### WORK TO BE COMPLETED
How many lines in the records below contain the word "street"? Answer with the number and nothing else.

[Records from a data collection]
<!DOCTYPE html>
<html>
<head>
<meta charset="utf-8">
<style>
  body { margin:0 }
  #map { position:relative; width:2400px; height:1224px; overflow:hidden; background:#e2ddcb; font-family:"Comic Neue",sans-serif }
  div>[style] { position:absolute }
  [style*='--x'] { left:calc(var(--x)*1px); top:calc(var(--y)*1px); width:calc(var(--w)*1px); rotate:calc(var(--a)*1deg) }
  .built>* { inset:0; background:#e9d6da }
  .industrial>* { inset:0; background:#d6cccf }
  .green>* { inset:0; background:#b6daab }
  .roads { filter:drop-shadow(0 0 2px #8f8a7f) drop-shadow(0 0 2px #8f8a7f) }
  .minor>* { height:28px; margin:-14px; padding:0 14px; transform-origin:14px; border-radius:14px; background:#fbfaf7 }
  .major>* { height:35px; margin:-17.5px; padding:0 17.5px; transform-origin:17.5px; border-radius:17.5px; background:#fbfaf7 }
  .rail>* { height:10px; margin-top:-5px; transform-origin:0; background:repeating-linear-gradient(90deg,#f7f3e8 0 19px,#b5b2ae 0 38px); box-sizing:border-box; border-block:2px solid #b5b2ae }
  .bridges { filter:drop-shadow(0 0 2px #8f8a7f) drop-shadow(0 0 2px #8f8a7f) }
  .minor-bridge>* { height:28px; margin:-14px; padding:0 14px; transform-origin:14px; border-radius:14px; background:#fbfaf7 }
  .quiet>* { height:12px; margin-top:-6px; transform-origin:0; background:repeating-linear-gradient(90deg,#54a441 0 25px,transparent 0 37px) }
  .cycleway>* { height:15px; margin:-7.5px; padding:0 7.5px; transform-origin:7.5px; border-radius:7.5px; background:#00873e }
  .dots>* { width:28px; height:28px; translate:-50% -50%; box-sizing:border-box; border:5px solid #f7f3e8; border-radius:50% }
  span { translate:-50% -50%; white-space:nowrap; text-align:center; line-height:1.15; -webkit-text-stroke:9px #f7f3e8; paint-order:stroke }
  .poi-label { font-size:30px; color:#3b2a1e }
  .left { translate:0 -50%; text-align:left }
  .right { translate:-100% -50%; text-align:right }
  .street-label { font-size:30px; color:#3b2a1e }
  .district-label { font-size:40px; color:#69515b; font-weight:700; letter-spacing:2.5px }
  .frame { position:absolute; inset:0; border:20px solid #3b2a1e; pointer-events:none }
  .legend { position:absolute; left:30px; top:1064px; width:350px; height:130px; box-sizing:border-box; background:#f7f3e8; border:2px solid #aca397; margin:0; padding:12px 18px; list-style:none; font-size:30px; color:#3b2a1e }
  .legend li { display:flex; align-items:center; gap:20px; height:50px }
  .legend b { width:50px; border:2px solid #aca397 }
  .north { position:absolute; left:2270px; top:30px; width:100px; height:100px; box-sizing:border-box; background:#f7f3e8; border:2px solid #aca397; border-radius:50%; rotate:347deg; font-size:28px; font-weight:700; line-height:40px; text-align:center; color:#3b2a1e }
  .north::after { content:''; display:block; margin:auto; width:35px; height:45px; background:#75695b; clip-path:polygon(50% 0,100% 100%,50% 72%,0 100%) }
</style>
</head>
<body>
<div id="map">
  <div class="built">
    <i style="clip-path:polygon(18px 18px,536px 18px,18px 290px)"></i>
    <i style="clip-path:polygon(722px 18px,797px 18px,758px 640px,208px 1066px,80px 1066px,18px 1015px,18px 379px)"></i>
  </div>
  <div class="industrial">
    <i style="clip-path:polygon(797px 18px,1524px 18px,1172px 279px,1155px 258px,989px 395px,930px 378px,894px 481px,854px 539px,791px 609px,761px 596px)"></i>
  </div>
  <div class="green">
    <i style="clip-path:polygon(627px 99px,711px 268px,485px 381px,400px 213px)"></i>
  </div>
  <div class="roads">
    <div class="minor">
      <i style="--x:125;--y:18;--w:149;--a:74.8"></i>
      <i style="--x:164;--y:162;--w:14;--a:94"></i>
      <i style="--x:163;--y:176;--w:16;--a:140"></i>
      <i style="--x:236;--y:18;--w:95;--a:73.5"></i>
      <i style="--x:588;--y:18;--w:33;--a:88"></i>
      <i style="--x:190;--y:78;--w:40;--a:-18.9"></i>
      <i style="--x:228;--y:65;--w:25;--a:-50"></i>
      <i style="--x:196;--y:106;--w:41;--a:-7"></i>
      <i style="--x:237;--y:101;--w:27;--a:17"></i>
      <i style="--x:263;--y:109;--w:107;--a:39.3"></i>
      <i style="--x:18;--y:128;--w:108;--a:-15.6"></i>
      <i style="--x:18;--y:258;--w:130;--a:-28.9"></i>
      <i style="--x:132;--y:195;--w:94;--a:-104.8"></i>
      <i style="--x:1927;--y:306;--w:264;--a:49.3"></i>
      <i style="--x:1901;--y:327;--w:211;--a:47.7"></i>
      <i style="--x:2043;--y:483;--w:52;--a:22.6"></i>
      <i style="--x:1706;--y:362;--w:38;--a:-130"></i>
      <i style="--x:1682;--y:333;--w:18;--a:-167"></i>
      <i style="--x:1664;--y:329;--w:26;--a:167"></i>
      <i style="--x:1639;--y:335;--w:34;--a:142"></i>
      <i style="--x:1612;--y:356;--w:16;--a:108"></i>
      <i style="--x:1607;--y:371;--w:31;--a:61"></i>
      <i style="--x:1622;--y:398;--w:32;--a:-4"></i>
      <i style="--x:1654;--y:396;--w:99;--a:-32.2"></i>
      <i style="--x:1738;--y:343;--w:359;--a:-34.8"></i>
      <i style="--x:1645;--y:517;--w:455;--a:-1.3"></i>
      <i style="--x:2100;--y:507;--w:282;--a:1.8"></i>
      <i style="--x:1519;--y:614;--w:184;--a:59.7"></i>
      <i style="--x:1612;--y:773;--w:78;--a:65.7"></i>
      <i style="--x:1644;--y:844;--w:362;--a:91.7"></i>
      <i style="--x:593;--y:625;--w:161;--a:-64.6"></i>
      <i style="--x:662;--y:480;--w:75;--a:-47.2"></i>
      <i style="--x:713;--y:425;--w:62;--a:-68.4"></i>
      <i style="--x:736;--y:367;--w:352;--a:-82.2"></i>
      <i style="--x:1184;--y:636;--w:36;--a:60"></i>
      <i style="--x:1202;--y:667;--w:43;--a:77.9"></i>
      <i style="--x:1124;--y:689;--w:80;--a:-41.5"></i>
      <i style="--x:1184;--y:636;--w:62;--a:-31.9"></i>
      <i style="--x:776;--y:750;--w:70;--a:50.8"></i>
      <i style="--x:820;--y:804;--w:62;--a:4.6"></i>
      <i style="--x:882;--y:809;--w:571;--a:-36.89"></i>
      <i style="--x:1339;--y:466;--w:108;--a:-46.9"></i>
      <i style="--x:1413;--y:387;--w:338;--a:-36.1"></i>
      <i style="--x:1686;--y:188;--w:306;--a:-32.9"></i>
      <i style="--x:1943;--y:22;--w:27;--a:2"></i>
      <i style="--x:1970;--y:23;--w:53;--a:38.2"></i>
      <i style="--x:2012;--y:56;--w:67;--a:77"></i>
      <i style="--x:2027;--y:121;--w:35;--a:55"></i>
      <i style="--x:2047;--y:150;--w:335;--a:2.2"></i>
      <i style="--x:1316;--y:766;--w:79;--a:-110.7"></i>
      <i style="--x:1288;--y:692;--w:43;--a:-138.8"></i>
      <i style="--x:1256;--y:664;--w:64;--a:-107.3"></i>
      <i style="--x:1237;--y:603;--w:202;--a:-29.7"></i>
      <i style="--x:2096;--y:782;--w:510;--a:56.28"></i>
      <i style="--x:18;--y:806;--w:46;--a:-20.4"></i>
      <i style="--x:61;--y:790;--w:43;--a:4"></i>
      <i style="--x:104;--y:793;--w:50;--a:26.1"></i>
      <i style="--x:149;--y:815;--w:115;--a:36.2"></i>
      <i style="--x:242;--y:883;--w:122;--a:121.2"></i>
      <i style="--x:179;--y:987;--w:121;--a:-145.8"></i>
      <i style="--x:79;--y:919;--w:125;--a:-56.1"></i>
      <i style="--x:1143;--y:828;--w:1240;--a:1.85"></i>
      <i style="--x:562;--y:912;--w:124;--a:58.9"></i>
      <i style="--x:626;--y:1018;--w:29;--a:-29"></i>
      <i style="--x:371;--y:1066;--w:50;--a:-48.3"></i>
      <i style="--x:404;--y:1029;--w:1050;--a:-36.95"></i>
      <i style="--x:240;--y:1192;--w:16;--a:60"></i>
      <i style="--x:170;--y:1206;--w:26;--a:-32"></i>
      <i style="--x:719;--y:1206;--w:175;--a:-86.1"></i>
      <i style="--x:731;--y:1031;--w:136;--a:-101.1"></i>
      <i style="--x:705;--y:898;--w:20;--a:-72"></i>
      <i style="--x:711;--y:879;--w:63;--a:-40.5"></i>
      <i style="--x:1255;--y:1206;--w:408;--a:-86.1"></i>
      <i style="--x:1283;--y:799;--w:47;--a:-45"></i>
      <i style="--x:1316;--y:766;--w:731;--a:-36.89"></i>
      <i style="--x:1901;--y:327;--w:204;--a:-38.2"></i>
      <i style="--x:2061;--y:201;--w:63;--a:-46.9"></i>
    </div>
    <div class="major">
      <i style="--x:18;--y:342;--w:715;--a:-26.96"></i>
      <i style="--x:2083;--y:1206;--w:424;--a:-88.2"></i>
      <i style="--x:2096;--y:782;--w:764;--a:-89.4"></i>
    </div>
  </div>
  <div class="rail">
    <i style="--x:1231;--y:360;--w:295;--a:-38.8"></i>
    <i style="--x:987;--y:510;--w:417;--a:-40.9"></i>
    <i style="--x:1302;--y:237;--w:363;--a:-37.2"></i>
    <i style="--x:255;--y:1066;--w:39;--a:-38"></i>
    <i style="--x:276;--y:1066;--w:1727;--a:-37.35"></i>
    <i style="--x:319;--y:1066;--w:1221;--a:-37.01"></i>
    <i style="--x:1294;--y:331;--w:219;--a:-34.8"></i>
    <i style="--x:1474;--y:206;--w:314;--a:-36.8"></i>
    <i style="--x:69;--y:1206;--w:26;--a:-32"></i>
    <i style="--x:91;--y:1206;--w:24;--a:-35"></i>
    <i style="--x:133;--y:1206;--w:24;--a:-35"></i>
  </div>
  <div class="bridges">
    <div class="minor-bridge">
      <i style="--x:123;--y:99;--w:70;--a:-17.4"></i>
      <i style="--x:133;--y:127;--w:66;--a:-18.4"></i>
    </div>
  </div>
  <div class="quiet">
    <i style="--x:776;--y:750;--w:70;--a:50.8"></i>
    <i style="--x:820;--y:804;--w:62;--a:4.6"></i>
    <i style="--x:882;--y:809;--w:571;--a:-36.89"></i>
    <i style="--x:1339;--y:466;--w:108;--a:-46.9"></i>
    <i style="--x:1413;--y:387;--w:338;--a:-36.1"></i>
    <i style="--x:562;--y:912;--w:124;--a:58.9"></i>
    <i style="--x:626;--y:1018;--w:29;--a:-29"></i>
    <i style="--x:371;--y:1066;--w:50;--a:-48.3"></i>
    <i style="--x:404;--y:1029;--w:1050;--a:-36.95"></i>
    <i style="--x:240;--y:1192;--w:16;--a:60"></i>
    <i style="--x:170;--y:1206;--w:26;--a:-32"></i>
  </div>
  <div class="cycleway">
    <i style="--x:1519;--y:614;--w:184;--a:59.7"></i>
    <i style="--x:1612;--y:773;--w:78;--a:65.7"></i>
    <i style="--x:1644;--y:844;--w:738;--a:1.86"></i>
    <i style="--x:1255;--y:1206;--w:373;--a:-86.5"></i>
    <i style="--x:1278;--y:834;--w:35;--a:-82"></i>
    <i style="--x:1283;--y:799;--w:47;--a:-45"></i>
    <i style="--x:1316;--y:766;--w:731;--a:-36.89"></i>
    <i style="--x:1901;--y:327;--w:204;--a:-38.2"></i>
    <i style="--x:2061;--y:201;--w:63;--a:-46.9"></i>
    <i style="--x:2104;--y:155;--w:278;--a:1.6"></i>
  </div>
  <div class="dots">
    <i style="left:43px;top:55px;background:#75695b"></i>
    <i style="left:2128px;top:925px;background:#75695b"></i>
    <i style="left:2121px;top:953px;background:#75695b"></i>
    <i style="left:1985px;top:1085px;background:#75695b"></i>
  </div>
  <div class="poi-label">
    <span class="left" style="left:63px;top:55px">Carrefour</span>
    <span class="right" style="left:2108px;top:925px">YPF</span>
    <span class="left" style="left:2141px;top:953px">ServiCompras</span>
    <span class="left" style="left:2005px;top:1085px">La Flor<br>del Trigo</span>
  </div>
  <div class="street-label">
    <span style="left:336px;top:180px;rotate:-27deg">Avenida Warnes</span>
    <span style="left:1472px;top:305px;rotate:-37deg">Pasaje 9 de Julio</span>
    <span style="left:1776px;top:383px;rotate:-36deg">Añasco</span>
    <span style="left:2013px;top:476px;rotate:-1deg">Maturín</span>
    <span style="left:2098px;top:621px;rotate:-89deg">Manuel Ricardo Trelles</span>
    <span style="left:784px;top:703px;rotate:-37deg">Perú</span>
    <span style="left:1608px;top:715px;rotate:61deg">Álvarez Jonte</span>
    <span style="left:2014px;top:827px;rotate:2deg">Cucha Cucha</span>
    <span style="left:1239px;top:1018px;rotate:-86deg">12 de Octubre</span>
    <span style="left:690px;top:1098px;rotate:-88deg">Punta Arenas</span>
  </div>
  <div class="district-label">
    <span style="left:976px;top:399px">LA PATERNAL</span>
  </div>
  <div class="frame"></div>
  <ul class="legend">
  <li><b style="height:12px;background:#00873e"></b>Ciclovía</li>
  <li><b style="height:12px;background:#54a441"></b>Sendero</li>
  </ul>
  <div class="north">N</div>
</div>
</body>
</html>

### OUTPUT OF THE EXERCISE
2